Un homme en guenille faisait la manche devant la barrière du parking. Il essaie tant bien que mal de la soulever devant le camion de livraison de la grande marque. Difficile de lui faire l'aumône puisque le chauffeur bosse là et que le camion rentrera la marchandise coûte que coûte. Une gitane, le regard vide malgré sa jeunesse ne répond pas à mon bonjour. Je ressens alors ce malaise qu'on oublie vite à la campagne devant la misère. Je regarde mes botines en cuir, je ne suis pas des vôtres. Même si ça veut pas dire que j'ai jamais fait la manche. Cette misère n'est pas comparable.

Ce matin un homme fait le pied de grue devant un bar où le café coûte 2€20, il a une pancarte autour du cou "RETRAITé dans le besoin". Il est pas 9h du matin. Peigné, en vieux costume, il me rappelle la première fois que j'ai pris le bus à Santiago du Chili. La misère latino-américiane est souvent digne et parfumée.

Plus loin un homme de l'âge de mon père fait les poubelles. Il ne se cache pas, y va déterminé, habitué, il est méticuleux. Je trouve une épicerie tenue par un arabe, j'ai dans l'idée que ce sera moins cher que la veille. Loupé. Je ressors "je vais rien prendre, je vous montre mon sac" "Non c'est pas la peine, bonne journée." Il a l'habitude. 

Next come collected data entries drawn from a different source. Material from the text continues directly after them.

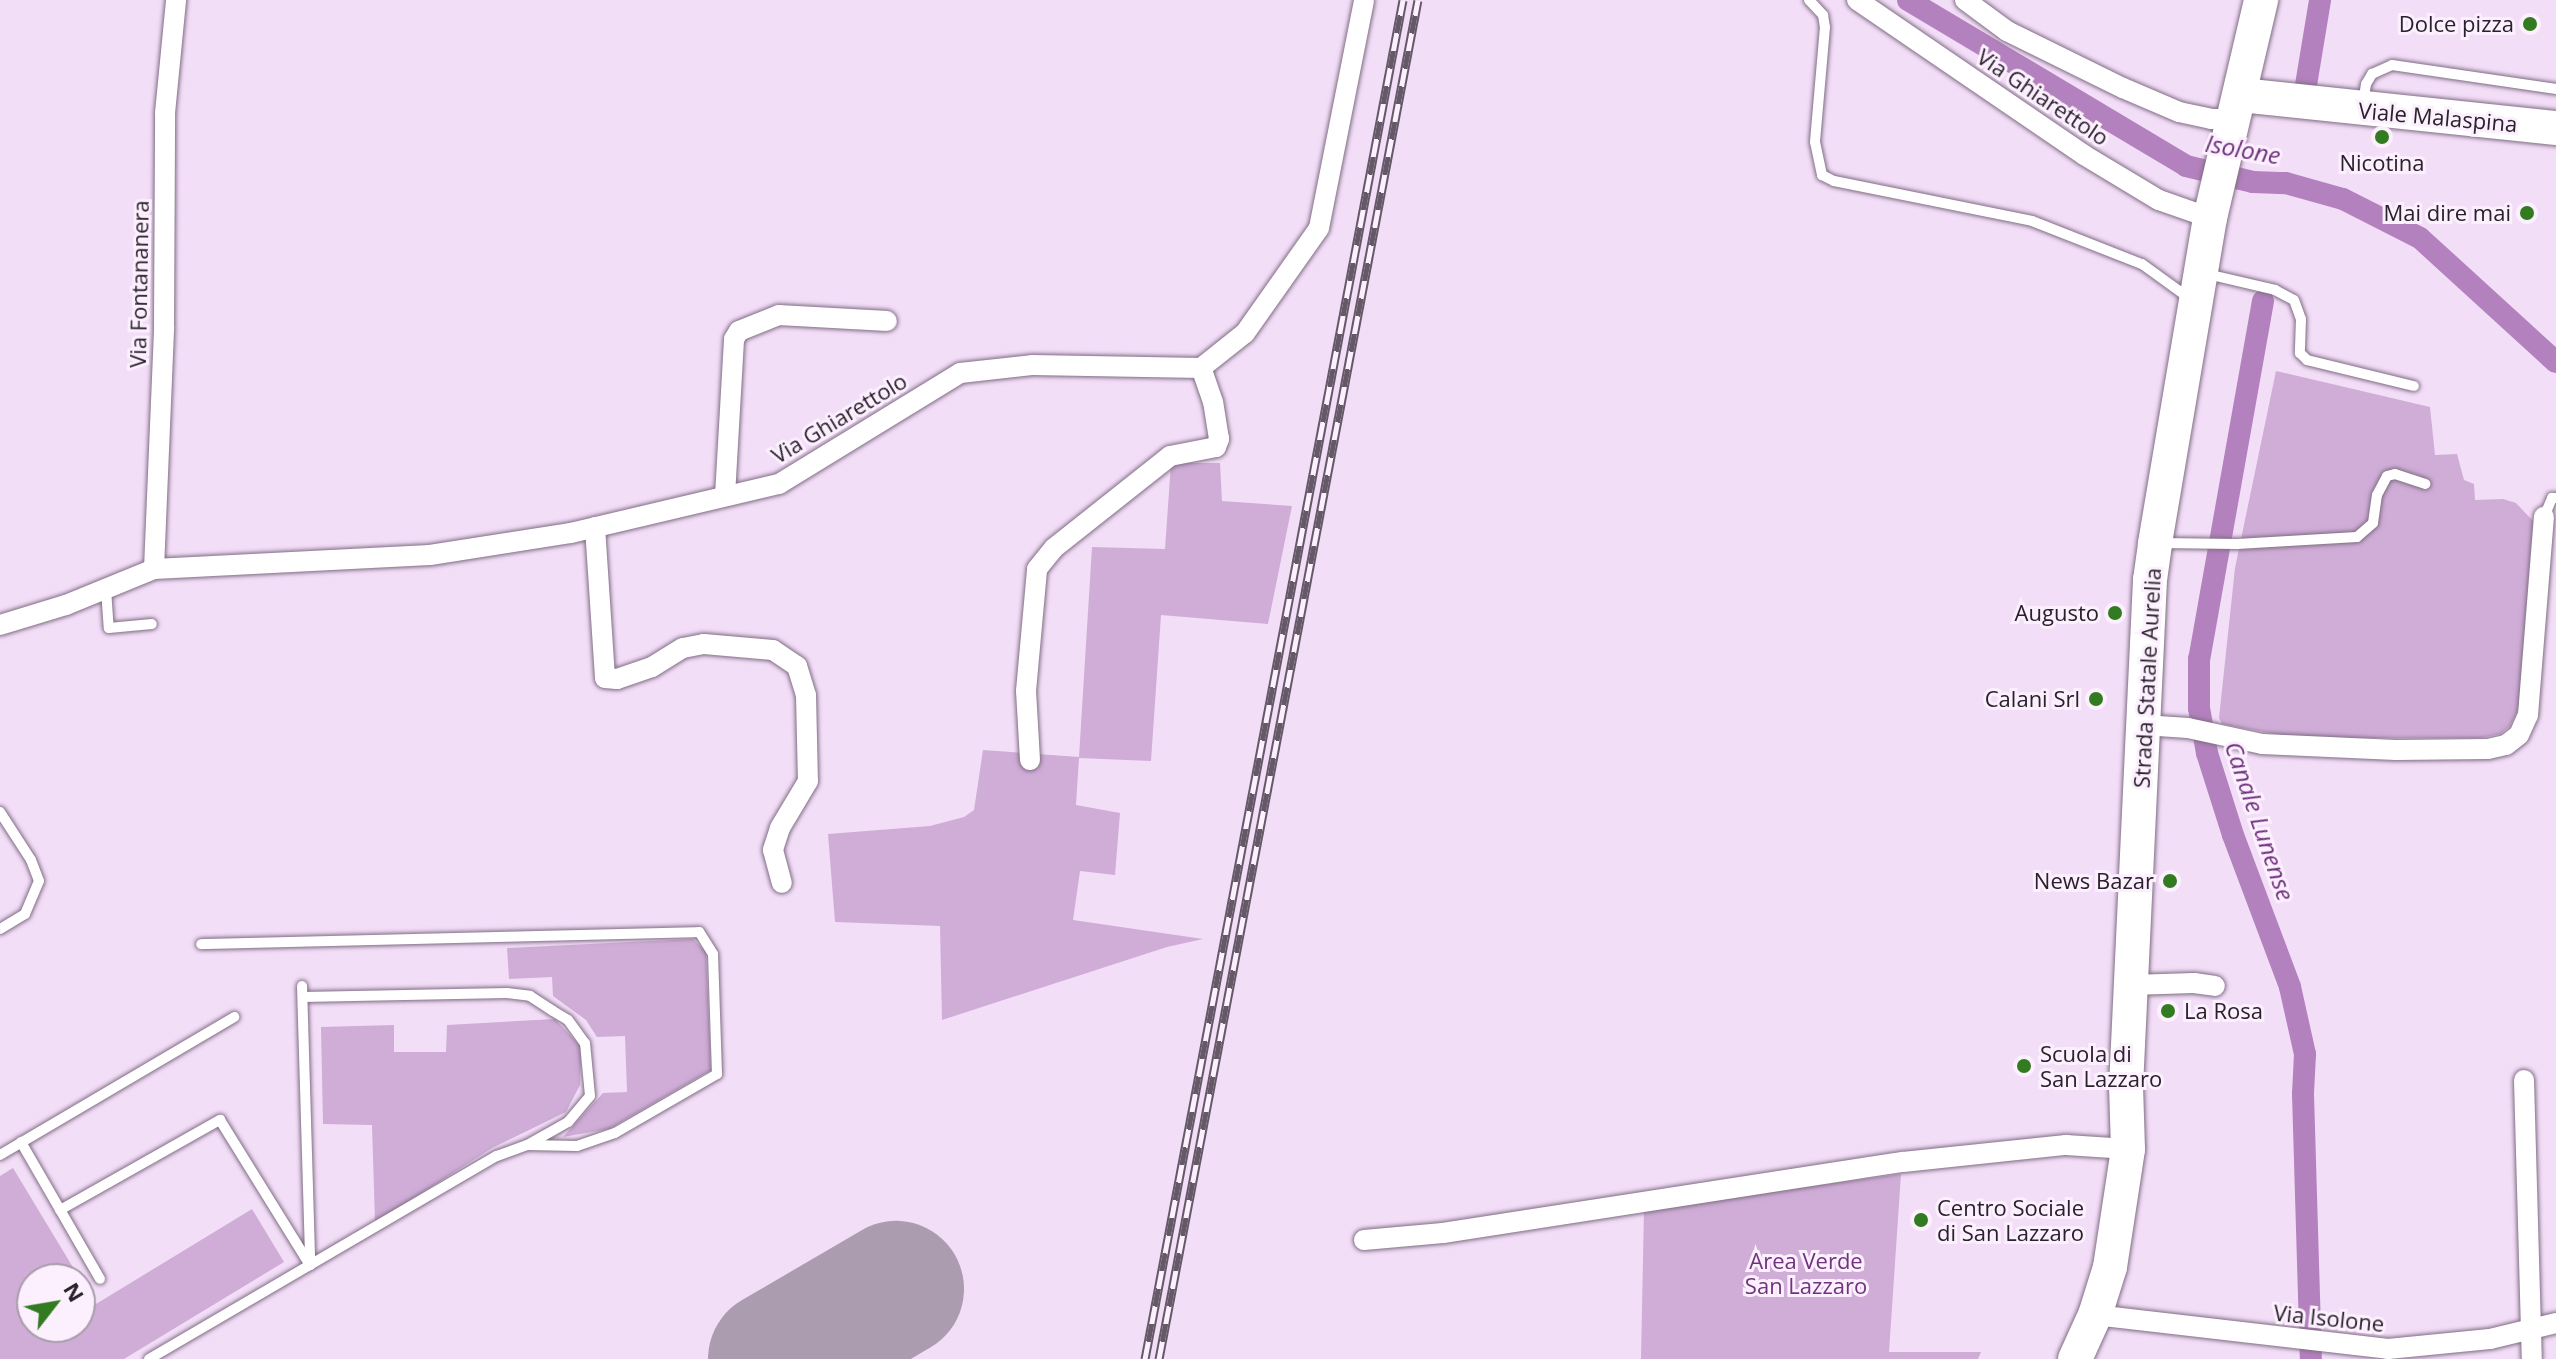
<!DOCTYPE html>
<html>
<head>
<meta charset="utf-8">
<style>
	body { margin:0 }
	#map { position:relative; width:2556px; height:1359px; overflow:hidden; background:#f3def8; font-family:"Open Sans",sans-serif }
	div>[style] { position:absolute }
	.green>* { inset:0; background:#cfadd7 }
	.canal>* { height:22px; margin:-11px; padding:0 11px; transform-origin:11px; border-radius:11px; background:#b381be }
	.runway>* { height:136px; margin:-68px; padding:0 68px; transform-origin:68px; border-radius:68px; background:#ac9cb0 }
	.roads { filter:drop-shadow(0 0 2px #806d84) drop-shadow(0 0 2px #806d84) }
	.service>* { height:10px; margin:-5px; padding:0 5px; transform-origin:5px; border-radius:5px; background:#fff }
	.minor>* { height:20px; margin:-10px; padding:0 10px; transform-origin:10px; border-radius:10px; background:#fff }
	.primary>* { height:34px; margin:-17px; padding:0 17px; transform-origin:17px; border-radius:17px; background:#fff }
	.rail>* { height:9px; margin-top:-4.5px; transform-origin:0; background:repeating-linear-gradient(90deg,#fceffe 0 18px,#655968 0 36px); box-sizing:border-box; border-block:2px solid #655968 }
	.dots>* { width:22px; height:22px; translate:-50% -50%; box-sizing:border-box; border:4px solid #fceffe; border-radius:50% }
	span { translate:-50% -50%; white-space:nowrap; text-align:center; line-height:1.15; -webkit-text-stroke:6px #fceffe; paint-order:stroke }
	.poi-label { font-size:22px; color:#29212b }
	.right { translate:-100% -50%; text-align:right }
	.left { translate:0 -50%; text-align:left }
	.street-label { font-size:22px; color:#29212b }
	.park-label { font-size:22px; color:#70337e }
	.water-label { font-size:24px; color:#6e317c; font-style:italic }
	.north { position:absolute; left:16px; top:1263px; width:80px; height:80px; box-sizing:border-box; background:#fceffe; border:2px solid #a89daa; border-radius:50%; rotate:59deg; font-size:22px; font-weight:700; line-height:32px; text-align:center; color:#29212b }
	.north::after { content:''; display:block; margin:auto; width:28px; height:36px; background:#327b20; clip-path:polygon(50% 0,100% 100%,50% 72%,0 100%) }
</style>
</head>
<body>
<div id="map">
	<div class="green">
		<i style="clip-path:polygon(2276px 371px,2430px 407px,2435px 455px,2457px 454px,2464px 480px,2474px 484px,2475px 500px,2503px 499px,2516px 503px,2534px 522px,2522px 702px,2510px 726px,2500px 734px,2480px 738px,2296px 738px,2222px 724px,2219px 718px,2235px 568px)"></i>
		<i style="clip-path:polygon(1171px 463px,1220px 463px,1222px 501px,1292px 506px,1268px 624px,1161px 615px,1151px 761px,1079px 758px,1076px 805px,1120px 813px,1115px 875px,1080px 871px,1073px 920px,1203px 939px,1167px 947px,942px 1020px,940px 926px,835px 922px,828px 834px,930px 826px,964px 817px,974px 810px,983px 750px,1079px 757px,1092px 547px,1165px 549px)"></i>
		<i style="clip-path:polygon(693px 939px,706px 952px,711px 1070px,609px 1129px,563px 1137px,603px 1093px,627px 1092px,625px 1036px,597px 1037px,586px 1020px,553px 996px,552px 977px,509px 979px,507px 948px)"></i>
		<i style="clip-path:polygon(555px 1019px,581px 1047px,580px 1085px,566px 1112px,492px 1148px,375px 1223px,372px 1125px,323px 1124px,321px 1027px,394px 1025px,394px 1052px,446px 1052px,447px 1025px)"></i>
		<i style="clip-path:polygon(13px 1168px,80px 1279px,32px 1279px,32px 1327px,80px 1327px,80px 1279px,96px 1304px,252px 1209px,284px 1262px,124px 1359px,0 1359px,0 1176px)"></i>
		<i style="clip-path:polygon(1901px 1174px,1889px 1352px,1981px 1352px,1978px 1359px,1641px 1359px,1644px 1209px)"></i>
	</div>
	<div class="canal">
		<i style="left:1908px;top:0;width:324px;rotate:30.8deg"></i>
		<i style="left:2186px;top:166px;width:69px;rotate:13.4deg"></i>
		<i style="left:2253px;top:182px;width:33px;rotate:2deg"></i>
		<i style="left:2286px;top:183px;width:59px;rotate:15.7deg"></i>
		<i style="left:2343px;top:199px;width:86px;rotate:26.9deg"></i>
		<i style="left:2420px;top:238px;width:184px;rotate:42.4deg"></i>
		<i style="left:2305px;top:91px;width:92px;rotate:-80.6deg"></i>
		<i style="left:2263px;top:301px;width:364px;rotate:100.1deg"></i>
		<i style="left:2199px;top:659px;width:49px;rotate:90deg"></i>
		<i style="left:2199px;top:708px;width:46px;rotate:79.9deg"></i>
		<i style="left:2207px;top:753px;width:86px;rotate:72.4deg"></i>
		<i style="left:2233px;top:835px;width:162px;rotate:69.4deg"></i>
		<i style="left:2290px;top:987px;width:69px;rotate:77.4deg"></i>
		<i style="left:2305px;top:1054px;width:40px;rotate:92.9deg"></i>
		<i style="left:2303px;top:1094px;width:265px;rotate:88.3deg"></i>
	</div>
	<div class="runway">
		<i style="left:776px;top:1359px;width:139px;rotate:-30.3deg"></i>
	</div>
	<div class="roads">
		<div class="service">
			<i style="left:1809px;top:0;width:21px;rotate:47deg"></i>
			<i style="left:1823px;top:15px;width:12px;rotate:81deg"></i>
			<i style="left:1825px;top:27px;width:115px;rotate:95deg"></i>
			<i style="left:1815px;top:142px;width:34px;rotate:78deg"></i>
			<i style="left:1822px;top:175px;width:13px;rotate:27deg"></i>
			<i style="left:1834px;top:181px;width:202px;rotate:11.4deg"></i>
			<i style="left:2032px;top:221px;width:118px;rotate:21.4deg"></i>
			<i style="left:2142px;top:264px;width:58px;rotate:35.9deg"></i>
			<i style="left:2363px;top:103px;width:19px;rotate:-81deg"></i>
			<i style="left:2366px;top:84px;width:12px;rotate:-59deg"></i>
			<i style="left:2372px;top:74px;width:22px;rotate:-24deg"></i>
			<i style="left:2392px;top:65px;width:166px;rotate:8.3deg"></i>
			<i style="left:2207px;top:274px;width:70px;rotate:13.2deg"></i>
			<i style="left:2275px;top:290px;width:21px;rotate:28deg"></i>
			<i style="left:2294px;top:300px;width:20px;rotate:70deg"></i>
			<i style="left:2301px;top:319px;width:34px;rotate:92deg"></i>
			<i style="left:2300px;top:353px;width:10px;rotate:45deg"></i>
			<i style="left:2307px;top:360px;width:110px;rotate:13.7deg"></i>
			<i style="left:2544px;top:517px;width:21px;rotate:-67deg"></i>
			<i style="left:2552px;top:498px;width:4px"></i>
			<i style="left:2161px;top:543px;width:76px;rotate:0.8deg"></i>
			<i style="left:2237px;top:544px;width:120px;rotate:-3.3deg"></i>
			<i style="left:2357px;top:537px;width:21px;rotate:-41deg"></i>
			<i style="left:2373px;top:523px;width:28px;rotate:-82deg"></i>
			<i style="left:2377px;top:495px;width:21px;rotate:-62deg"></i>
			<i style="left:2387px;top:476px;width:8px;rotate:-14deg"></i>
			<i style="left:2395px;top:474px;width:32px;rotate:18deg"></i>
			<i style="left:106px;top:589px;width:39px;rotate:86deg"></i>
			<i style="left:109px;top:628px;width:43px;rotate:-5.3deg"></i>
			<i style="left:0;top:812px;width:57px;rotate:57.1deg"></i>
			<i style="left:31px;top:860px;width:22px;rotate:69deg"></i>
			<i style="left:39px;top:881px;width:36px;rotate:113deg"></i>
			<i style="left:25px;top:914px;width:29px;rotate:149deg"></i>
			<i style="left:302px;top:986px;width:277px;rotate:88.3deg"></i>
			<i style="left:303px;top:997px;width:204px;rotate:-1.1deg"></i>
			<i style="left:507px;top:993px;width:23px;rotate:7deg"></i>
			<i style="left:530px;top:996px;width:27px;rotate:33deg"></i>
			<i style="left:553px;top:1011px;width:17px;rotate:31deg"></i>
			<i style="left:568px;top:1020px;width:29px;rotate:54deg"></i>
			<i style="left:585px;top:1043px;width:53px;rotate:84.6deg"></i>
			<i style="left:590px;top:1096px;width:34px;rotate:130deg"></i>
			<i style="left:568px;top:1122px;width:45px;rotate:150.6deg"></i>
			<i style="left:21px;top:1142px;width:158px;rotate:60deg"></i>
			<i style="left:0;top:1155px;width:272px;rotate:-30.5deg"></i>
			<i style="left:60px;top:1210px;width:184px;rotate:-29.4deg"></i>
			<i style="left:220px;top:1120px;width:171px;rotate:58.2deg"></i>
			<i style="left:149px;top:1359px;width:403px;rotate:-30.3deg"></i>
			<i style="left:497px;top:1156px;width:32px;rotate:-20deg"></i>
			<i style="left:527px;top:1145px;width:50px;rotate:1.1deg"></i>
			<i style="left:577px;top:1146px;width:40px;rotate:-18.9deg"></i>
			<i style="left:615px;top:1133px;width:118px;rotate:-30deg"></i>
			<i style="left:717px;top:1074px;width:120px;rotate:-91.9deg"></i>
			<i style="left:713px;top:954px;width:26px;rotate:-122deg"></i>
			<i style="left:699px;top:932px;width:498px;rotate:178.6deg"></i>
		</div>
		<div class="minor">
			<i style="left:1857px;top:0;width:275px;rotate:34.3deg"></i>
			<i style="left:2084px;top:155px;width:87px;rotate:31deg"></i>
			<i style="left:2159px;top:200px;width:54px;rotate:19.4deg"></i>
			<i style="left:1965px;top:0;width:52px;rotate:36.4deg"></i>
			<i style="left:2007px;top:31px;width:129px;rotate:26.2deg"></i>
			<i style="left:2123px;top:88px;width:61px;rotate:23.2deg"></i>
			<i style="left:2179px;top:112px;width:33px;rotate:12deg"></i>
			<i style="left:2211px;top:119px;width:24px"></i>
			<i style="left:725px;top:496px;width:157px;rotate:-86.7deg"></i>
			<i style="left:734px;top:339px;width:9px;rotate:-58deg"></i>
			<i style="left:739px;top:331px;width:43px;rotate:-21.8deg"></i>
			<i style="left:779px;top:315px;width:108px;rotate:3.2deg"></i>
			<i style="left:595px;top:527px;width:151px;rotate:86.2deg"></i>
			<i style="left:605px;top:678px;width:12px;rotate:5deg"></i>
			<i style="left:617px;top:679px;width:37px;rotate:-19deg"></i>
			<i style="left:652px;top:667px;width:36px;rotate:-32deg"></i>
			<i style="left:683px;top:648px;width:21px;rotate:-11deg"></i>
			<i style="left:704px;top:644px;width:69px;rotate:5deg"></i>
			<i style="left:773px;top:650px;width:29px;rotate:34deg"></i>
			<i style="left:797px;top:666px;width:30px;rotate:73deg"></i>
			<i style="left:806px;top:695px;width:86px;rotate:88.7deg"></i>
			<i style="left:808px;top:781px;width:55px;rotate:120.8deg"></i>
			<i style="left:780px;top:828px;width:23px;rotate:108deg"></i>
			<i style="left:773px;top:850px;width:34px;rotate:75deg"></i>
			<i style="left:154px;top:569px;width:243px;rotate:-87.6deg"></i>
			<i style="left:164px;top:326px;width:213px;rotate:-89.7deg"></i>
			<i style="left:165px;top:113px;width:114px;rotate:-84.4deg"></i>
			<i style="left:0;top:625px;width:69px;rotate:-16.9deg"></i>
			<i style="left:66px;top:605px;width:95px;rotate:-22.2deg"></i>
			<i style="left:154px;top:569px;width:276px;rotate:-2.9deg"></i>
			<i style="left:430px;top:555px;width:143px;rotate:-8.9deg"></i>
			<i style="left:571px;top:533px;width:214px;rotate:-13.3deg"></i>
			<i style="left:779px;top:484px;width:212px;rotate:-31.5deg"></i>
			<i style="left:960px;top:373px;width:72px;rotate:-6.3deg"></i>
			<i style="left:1032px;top:365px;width:169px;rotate:1deg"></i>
			<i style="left:1201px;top:368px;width:56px;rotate:-38.5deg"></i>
			<i style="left:1245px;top:333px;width:128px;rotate:-54.8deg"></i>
			<i style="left:1319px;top:228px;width:232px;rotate:-78.8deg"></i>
			<i style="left:2143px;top:725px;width:45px;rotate:3.8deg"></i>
			<i style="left:2188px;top:728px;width:76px;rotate:12.2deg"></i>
			<i style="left:2262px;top:744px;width:134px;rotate:2.6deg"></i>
			<i style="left:2396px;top:750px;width:92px;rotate:-0.6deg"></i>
			<i style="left:2488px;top:749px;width:18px;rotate:-13deg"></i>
			<i style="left:2506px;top:745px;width:16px;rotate:-38deg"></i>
			<i style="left:2519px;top:735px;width:22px;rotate:-66deg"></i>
			<i style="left:2528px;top:715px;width:199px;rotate:-85.4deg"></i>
			<i style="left:1030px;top:760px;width:69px;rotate:-93.3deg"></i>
			<i style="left:1026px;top:691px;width:122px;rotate:-84.8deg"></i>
			<i style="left:1037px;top:569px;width:27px;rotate:-51deg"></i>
			<i style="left:1054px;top:548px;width:148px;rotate:-38.4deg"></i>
			<i style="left:1170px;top:456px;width:47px;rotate:-11.1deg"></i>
			<i style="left:1216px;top:447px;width:9px;rotate:-69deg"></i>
			<i style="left:1219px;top:439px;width:37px;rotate:-99deg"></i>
			<i style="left:1213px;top:402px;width:36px;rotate:-109deg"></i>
			<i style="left:2131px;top:985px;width:63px;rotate:-1.8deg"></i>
			<i style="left:2194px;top:983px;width:21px;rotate:8deg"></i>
			<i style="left:2524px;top:1080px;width:279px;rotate:88.4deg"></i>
			<i style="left:1364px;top:1240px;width:79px;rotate:-5.1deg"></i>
			<i style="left:1443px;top:1233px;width:465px;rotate:-8.8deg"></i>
			<i style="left:1903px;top:1162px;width:164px;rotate:-6deg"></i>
			<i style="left:2066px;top:1145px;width:62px;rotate:3.7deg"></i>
			<i style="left:2095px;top:1315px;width:295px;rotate:6.6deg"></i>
			<i style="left:2388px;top:1349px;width:102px;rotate:-5.6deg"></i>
			<i style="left:2490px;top:1339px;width:68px;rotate:-13.6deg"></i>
		</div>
		<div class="primary">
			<i style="left:2241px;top:95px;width:317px;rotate:6deg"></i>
			<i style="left:2075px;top:1359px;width:48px;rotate:-65.6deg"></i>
			<i style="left:2095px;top:1315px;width:50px;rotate:-72.6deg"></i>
			<i style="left:2110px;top:1267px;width:119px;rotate:-81.3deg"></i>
			<i style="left:2128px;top:1149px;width:62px;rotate:-91.8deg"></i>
			<i style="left:2126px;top:1087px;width:508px;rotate:-87.29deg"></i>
			<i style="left:2150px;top:580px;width:37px;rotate:-82deg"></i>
			<i style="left:2155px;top:543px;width:330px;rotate:-80.4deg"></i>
			<i style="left:2210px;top:218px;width:224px;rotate:-76.8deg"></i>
		</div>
	</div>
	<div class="rail">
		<i style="left:1145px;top:1359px;width:1383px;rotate:-79.25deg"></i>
		<i style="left:1159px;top:1359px;width:1383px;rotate:-79.21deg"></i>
	</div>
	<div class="dots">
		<i style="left:2530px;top:24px;background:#327b20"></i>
		<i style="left:2382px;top:137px;background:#327b20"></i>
		<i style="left:2527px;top:213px;background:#327b20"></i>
		<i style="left:2115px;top:613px;background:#327b20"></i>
		<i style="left:2096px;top:699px;background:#327b20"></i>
		<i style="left:2170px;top:881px;background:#327b20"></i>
		<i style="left:2168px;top:1011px;background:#327b20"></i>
		<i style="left:2024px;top:1066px;background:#327b20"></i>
		<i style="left:1921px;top:1220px;background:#327b20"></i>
	</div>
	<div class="poi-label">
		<span class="right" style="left:2514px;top:24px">Dolce pizza</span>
		<span style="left:2382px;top:163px">Nicotina</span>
		<span class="right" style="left:2511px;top:213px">Mai dire mai</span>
		<span class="right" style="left:2099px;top:613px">Augusto</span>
		<span class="right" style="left:2080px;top:699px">Calani Srl</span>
		<span class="right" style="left:2154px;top:881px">News Bazar</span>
		<span class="left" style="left:2184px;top:1011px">La Rosa</span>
		<span class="left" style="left:2040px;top:1066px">Scuola di<br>San Lazzaro</span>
		<span class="left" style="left:1937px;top:1220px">Centro Sociale<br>di San Lazzaro</span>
	</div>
	<div class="street-label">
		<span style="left:2043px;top:97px;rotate:34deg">Via Ghiarettolo</span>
		<span style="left:2438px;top:117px;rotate:5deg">Viale Malaspina</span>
		<span style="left:139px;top:284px;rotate:-89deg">Via Fontananera</span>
		<span style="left:839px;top:418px;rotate:-31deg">Via Ghiarettolo</span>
		<span style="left:2147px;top:678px;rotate:-87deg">Strada Statale Aurelia</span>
		<span style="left:2329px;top:1318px;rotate:6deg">Via Isolone</span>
	</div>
	<div class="park-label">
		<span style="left:1806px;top:1273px">Area Verde<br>San Lazzaro</span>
	</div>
	<div class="water-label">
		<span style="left:2243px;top:149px;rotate:10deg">Isolone</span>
		<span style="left:2260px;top:821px;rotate:71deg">Canale Lunense</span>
	</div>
	<div class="north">N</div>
</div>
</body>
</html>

Je finis à la bioccop où les prix sont à peu près pareils dans toute la France. Finalement, l'épicerie bio est devenue la moins chère du quartier. En sortant ma soupe sous le bras, un homme avec un beau masque noir m'interpelle: "Je peux vous demander un service?" A moins de 48h en ville, je m'arrête et pense aux pièces que j'ai sous la main. "Il me manque 80centimes pour ma voiture"  "Pas de soucis, c'est la galère" "Non mais j'ai pas fait exprès"... il fait encore semblant, sans son odeur, j'aurais pu y croire. Je lui lâche mes 2 pièces et rentre à l'hôtel.

L'indignation que je ressens est sauvage. 

J'allume la télé, les députés se disputent sur les mesures à prendre pour la libération à venir de 162 jihadistes.

On ne parlera pas des pauvres ce matin sur la chaîne du Sénat.